This is the way I spent my Sunday morning (with a whole list of “shoulds and oughts” waiting) – what started out as looking at the pix of the babies I took at our Chandler’s 18th Birthday bash turned into a paean of praise to the Love we’re all born with. And to family: parents, grandparents, aunts and uncles …. And especially the brothers, sisters, and cousins who are our first real friends.
This needs to stop
A few weeks ago, as I was driving up to Michigan City, I saw, in front of a small white clapboard sided church next to the highway, this message on the church marquee:
Jesus is coming.
We hope He gets here before November.
Interesting how that stops being funny the more you think about it. Humor often masks fear –and the most common thread of emotion running through all of the public “conversation” this past year is Fear.
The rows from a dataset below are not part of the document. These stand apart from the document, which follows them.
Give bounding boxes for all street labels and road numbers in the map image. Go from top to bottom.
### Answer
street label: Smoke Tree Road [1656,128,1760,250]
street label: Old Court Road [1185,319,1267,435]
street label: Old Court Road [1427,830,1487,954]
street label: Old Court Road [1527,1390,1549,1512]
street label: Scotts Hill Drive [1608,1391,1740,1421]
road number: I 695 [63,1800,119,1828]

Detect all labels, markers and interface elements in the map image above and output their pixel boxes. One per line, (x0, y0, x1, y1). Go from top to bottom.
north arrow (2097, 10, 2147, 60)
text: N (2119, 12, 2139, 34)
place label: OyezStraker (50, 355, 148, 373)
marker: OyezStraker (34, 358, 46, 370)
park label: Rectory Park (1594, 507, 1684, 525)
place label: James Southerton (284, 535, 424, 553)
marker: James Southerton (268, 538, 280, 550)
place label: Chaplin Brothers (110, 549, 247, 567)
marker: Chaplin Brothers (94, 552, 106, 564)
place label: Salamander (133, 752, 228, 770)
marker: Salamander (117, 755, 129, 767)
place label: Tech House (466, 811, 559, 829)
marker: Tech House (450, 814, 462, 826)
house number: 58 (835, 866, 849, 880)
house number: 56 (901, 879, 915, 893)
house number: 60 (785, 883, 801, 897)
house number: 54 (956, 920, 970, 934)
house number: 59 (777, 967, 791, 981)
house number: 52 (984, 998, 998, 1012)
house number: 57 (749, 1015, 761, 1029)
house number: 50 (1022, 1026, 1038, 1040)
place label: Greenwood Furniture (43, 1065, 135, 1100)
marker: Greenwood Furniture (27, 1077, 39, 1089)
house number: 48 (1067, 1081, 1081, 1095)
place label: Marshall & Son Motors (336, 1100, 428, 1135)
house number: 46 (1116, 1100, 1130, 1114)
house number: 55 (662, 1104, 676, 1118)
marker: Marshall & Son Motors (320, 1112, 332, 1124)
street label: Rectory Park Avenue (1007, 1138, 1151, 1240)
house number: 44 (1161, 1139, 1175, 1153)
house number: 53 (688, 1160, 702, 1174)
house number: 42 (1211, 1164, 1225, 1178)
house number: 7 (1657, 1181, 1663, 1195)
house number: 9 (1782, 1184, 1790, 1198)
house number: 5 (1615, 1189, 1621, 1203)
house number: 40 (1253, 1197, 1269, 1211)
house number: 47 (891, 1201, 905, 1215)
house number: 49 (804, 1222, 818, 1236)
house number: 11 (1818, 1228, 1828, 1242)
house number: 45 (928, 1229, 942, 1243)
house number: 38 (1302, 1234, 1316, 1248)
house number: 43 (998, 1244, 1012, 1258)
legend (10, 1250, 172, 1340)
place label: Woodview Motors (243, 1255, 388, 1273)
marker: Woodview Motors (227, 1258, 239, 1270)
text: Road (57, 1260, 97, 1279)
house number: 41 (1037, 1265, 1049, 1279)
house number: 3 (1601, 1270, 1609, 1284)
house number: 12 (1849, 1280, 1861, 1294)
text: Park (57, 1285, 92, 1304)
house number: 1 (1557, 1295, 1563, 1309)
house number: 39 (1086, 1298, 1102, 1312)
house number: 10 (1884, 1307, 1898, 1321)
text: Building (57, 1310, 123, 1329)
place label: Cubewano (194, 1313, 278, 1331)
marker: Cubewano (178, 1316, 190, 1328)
Fear that makes people speak and act in haste, say and do things that they never would have if they weren’t tired and afraid and on the defensive. Friends and family members find themselves at odds and become vocal because everyone has been scrubbed so raw by verbal vitriol that we’re all walking nerve endings and it doesn’t take much to sting and hurt.
And thanks to social media, you can find yourself defending a position you don’t really believe in because you expressed it in public, in writing, at some point when you were tired or scared or both.
I find myself again, this campaign year, holding out for it to be over – and I’m not alone. I hear that same sentiment reflected back wherever I go: “I just wanted to be over.” “Is it November 9 yet?” As if we could get back to the business of being normal, ordinary, decent people in a vibrant free society once the election is over.
What does it say about us that we have so let our system of “government” devolve to the place that it barely matters which presidential candidate wins the election because we just want it to be over? Or, better yet, we want someone to save us? Because, ultimately, we have no faith that any of the people who are poised to govern us and serve the public good will actually be doing that.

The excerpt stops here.